TASK ITEM |
Up to and including the line that contains "I am building a map index. Read the image", write out every line of the entries exactly, beginning with the first. Omit the pictures.

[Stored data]
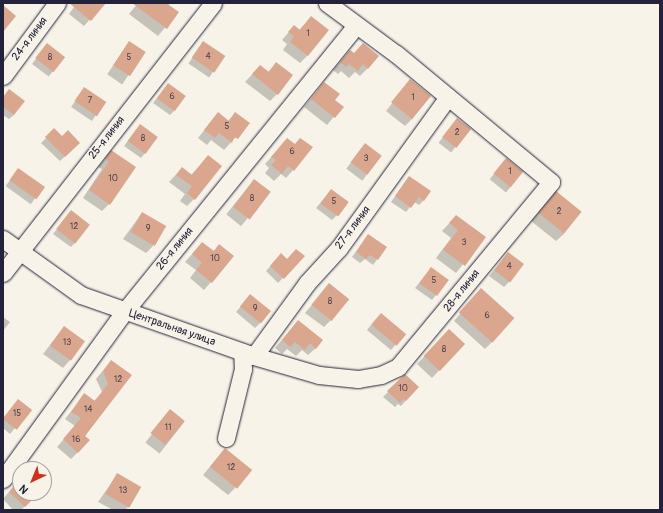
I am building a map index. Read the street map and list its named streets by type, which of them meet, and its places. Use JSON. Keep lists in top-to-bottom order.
{
  "streets": {
    "street": [
      "24-я линия",
      "25-я линия",
      "27-я линия",
      "26-я линия",
      "28-я линия",
      "Центральная улица"
    ]
  },
  "crossings": [
    ["25-я линия", "Центральная улица"],
    ["27-я линия", "28-я линия"],
    ["27-я линия", "Центральная улица"],
    ["26-я линия", "Центральная улица"],
    ["28-я линия", "Центральная улица"]
  ],
  "house_numbers": [
    "1",
    "4",
    "8",
    "5",
    "6",
    "1",
    "7",
    "5",
    "2",
    "8",
    "6",
    "3",
    "1",
    "10",
    "8",
    "5",
    "2",
    "12",
    "9",
    "3",
    "10",
    "4",
    "5",
    "8",
    "9",
    "6",
    "13",
    "8",
    "12",
    "10",
    "14",
    "15",
    "11",
    "16",
    "12",
    "13"
  ],
  "north": "bottom left"
}
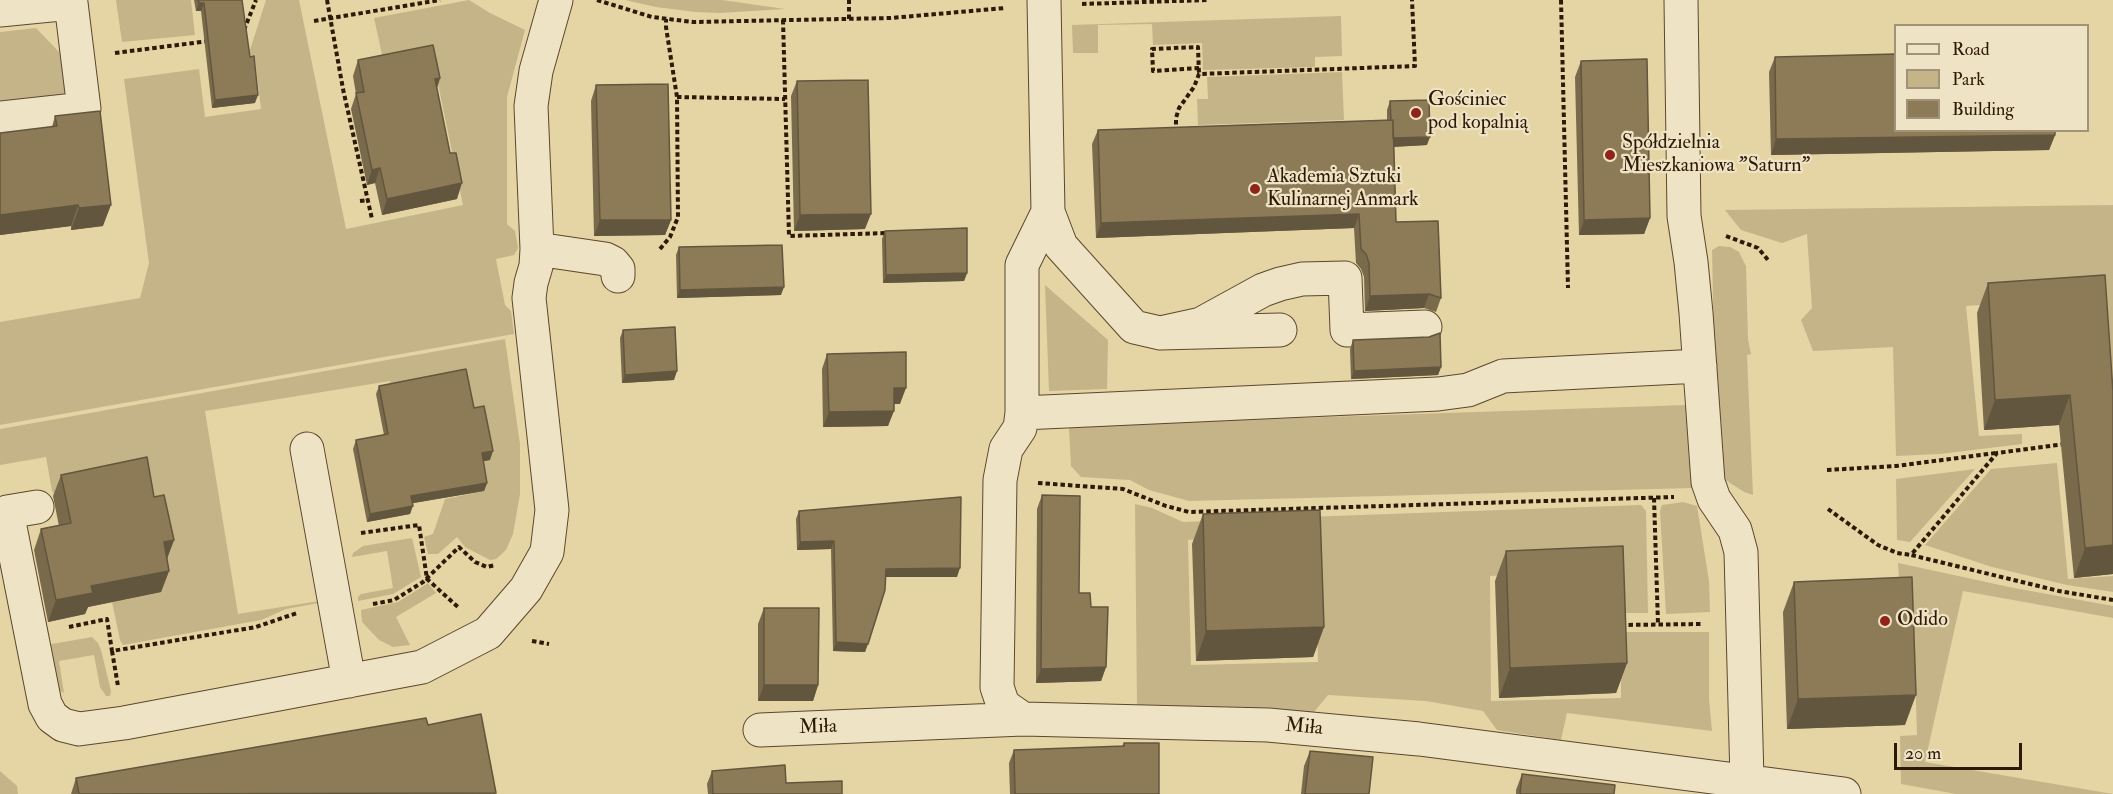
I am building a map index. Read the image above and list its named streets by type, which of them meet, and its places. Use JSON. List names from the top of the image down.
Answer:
{
  "streets": {
    "street": ["Miła"]
  },
  "places": [
    "Gościniec pod kopalnią",
    "Spółdzielnia Mieszkaniowa \"Saturn\"",
    "Akademia Sztuki Kulinarnej Anmark",
    "Odido"
  ],
  "legend": ["Road", "Park", "Building"],
  "scale_bar": "20 m"
}
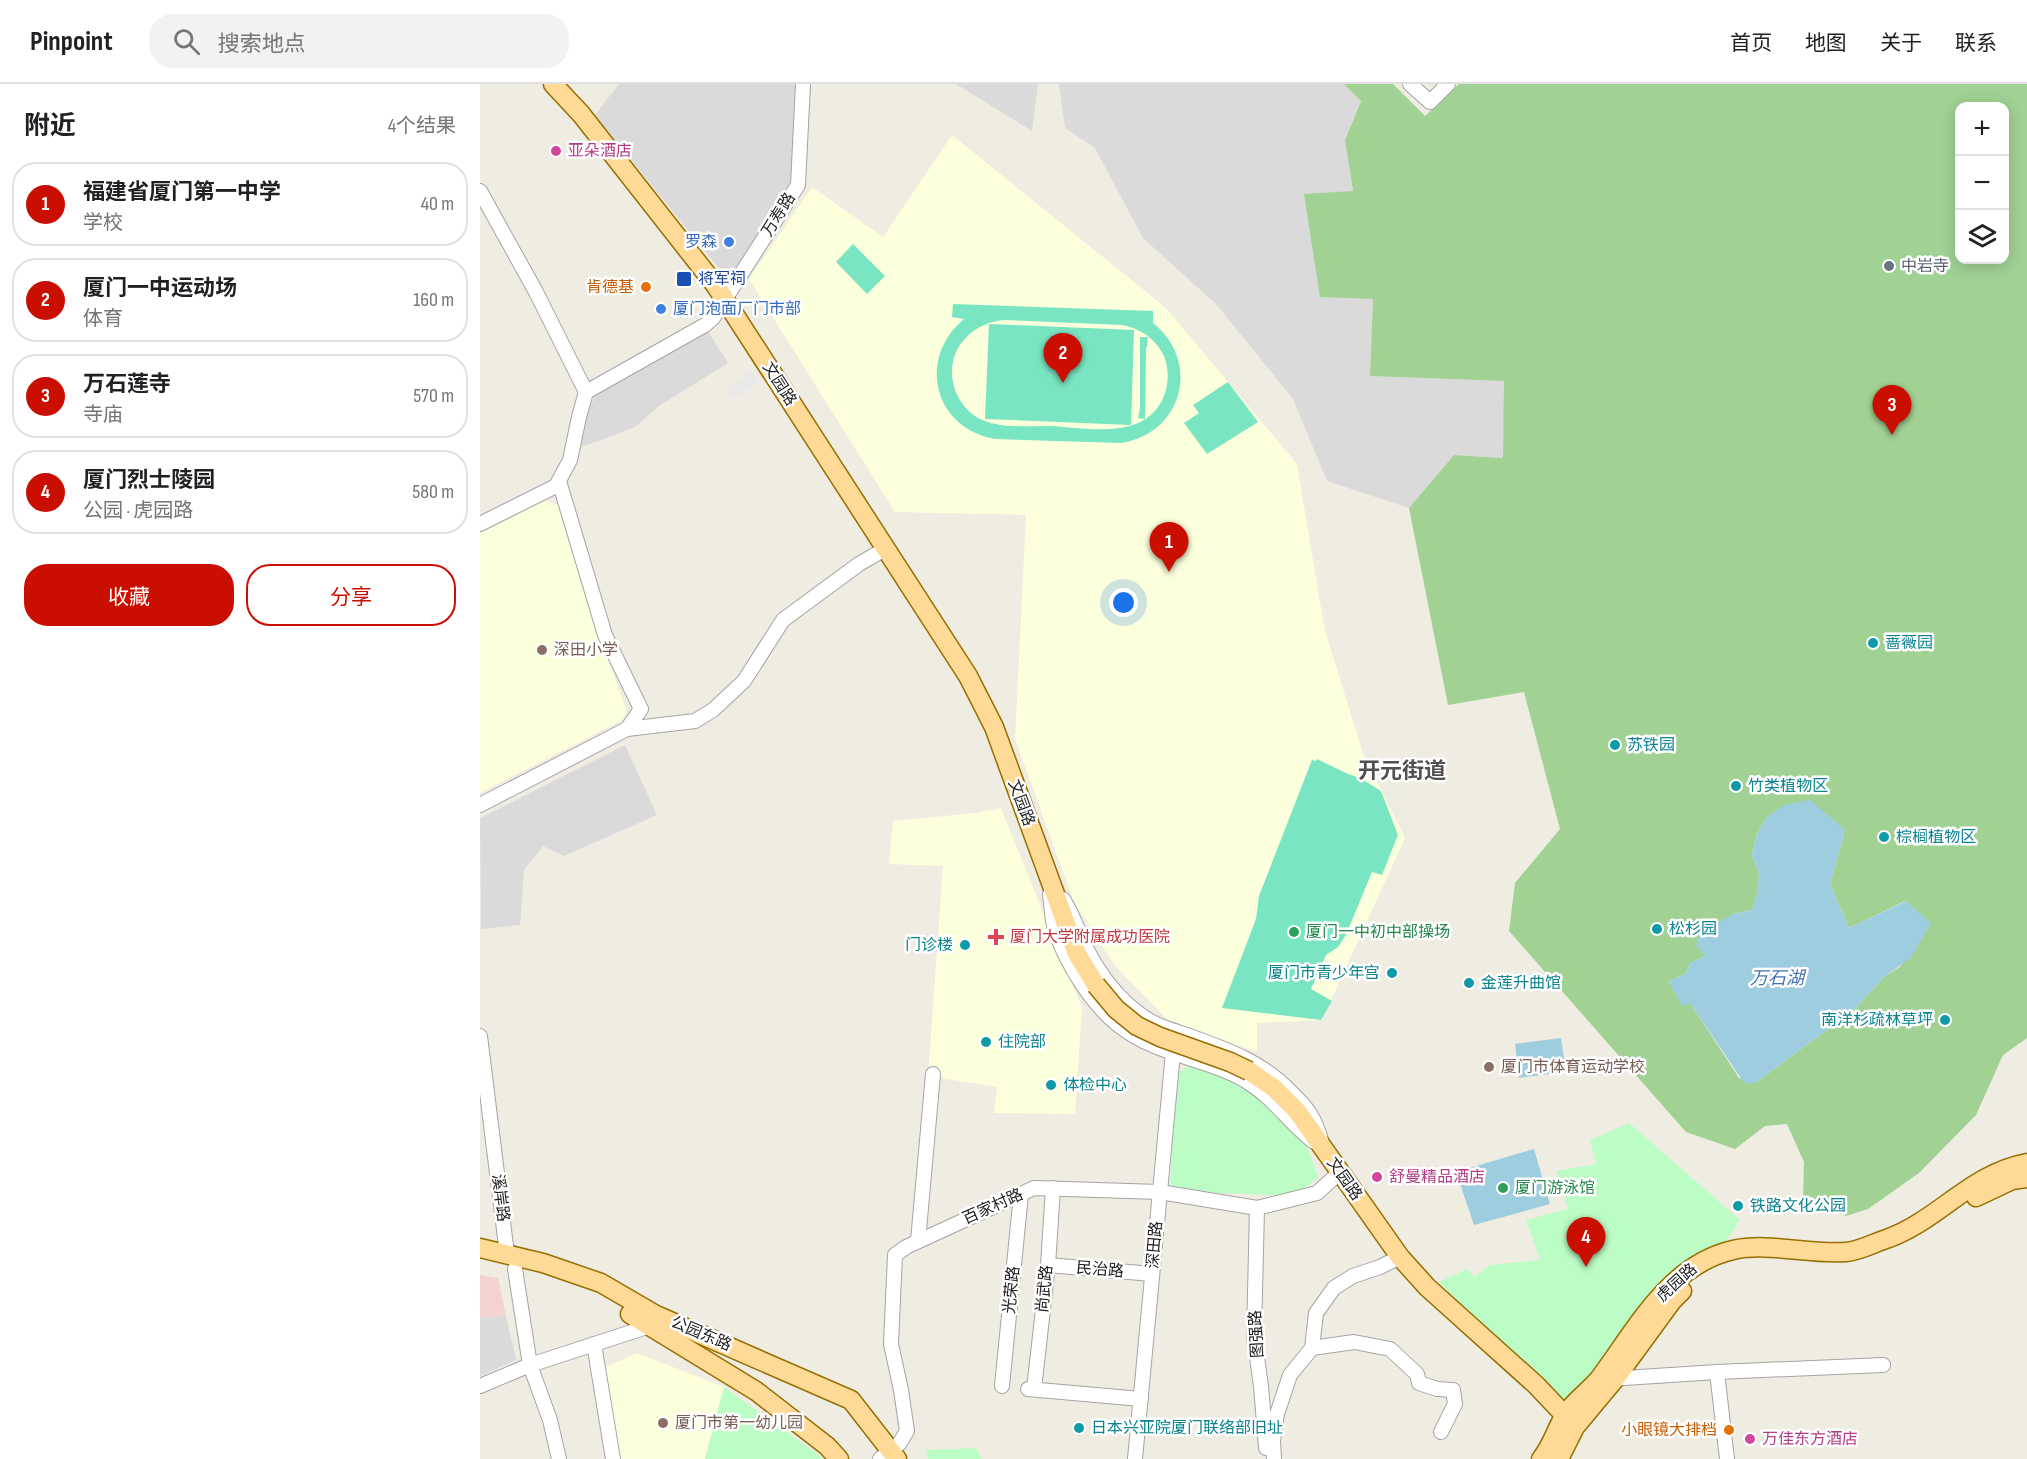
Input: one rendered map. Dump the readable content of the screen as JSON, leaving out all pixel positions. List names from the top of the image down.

EXERCISE OUTPUT |
I am building a map index. Read the street map and list its named streets by type, which of them meet, and its places. Use JSON. Keep lists in top-to-bottom order.
{
  "streets": {
    "street": [
      "24-я линия",
      "25-я линия",
      "27-я линия",
      "26-я линия",
      "28-я линия",
      "Центральная улица"
    ]
  },
  "crossings": [
    ["25-я линия", "Центральная улица"],
    ["27-я линия", "28-я линия"],
    ["27-я линия", "Центральная улица"],
    ["26-я линия", "Центральная улица"],
    ["28-я линия", "Центральная улица"]
  ],
  "house_numbers": [
    "1",
    "4",
    "8",
    "5",
    "6",
    "1",
    "7",
    "5",
    "2",
    "8",
    "6",
    "3",
    "1",
    "10",
    "8",
    "5",
    "2",
    "12",
    "9",
    "3",
    "10",
    "4",
    "5",
    "8",
    "9",
    "6",
    "13",
    "8",
    "12",
    "10",
    "14",
    "15",
    "11",
    "16",
    "12",
    "13"
  ],
  "north": "bottom left"
}
I am building a map index. Read the image above and list its named streets by type, which of them meet, and its places. Use JSON. List names from the top of the image down.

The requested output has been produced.